*** Record excerpts ***

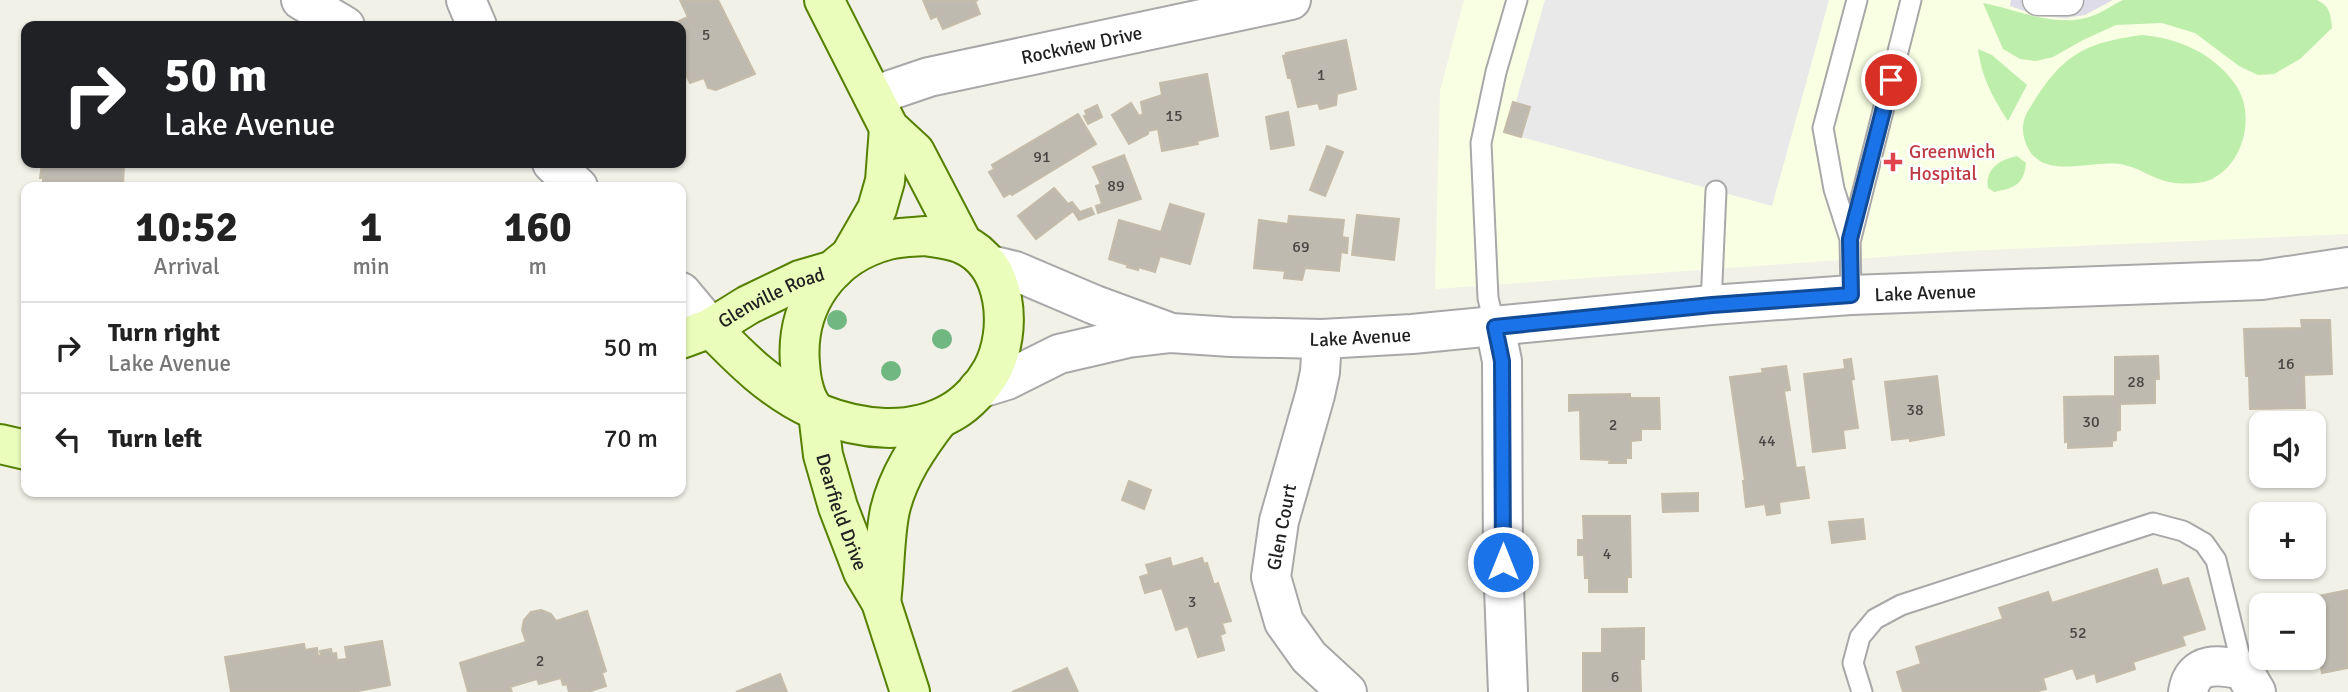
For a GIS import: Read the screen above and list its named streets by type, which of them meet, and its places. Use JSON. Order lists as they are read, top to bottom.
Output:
{
  "streets": {
    "main road": ["Glenville Road", "Dearfield Drive"],
    "street": ["Rockview Drive", "Lake Avenue", "Glen Court"]
  },
  "crossings": [
    ["Lake Avenue", "Glenville Road"],
    ["Lake Avenue", "Dearfield Drive"],
    ["Lake Avenue", "Glen Court"],
    ["Glenville Road", "Dearfield Drive"]
  ],
  "places": {
    "health": ["Greenwich Hospital"]
  },
  "house_numbers": [
    "5",
    "1",
    "15",
    "91",
    "89",
    "69",
    "16",
    "28",
    "38",
    "30",
    "2",
    "44",
    "4",
    "3",
    "52",
    "2",
    "6"
  ],
  "page": {
    "turn": ["50 m", "Lake Avenue"],
    "eta": [
      "10:52",
      "Arrival",
      "1",
      "min",
      "160",
      "m"
    ],
    "list": [
      {
        "name": "Turn right",
        "note": "Lake Avenue",
        "value": "50 m"
      },
      {
        "name": "Turn left",
        "value": "70 m"
      }
    ],
    "map_buttons": ["+", "−"]
  }
}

*** End of Record excerpts ***

_What needs to be done_. Repeat, exactly and in full, all the material above except its pictures.

_Reply to the exercise_.
For a GIS import: Read the screen above and list its named streets by type, which of them meet, and its places. Use JSON. Order lists as they are read, top to bottom.
Output:
{
  "streets": {
    "main road": ["Glenville Road", "Dearfield Drive"],
    "street": ["Rockview Drive", "Lake Avenue", "Glen Court"]
  },
  "crossings": [
    ["Lake Avenue", "Glenville Road"],
    ["Lake Avenue", "Dearfield Drive"],
    ["Lake Avenue", "Glen Court"],
    ["Glenville Road", "Dearfield Drive"]
  ],
  "places": {
    "health": ["Greenwich Hospital"]
  },
  "house_numbers": [
    "5",
    "1",
    "15",
    "91",
    "89",
    "69",
    "16",
    "28",
    "38",
    "30",
    "2",
    "44",
    "4",
    "3",
    "52",
    "2",
    "6"
  ],
  "page": {
    "turn": ["50 m", "Lake Avenue"],
    "eta": [
      "10:52",
      "Arrival",
      "1",
      "min",
      "160",
      "m"
    ],
    "list": [
      {
        "name": "Turn right",
        "note": "Lake Avenue",
        "value": "50 m"
      },
      {
        "name": "Turn left",
        "value": "70 m"
      }
    ],
    "map_buttons": ["+", "−"]
  }
}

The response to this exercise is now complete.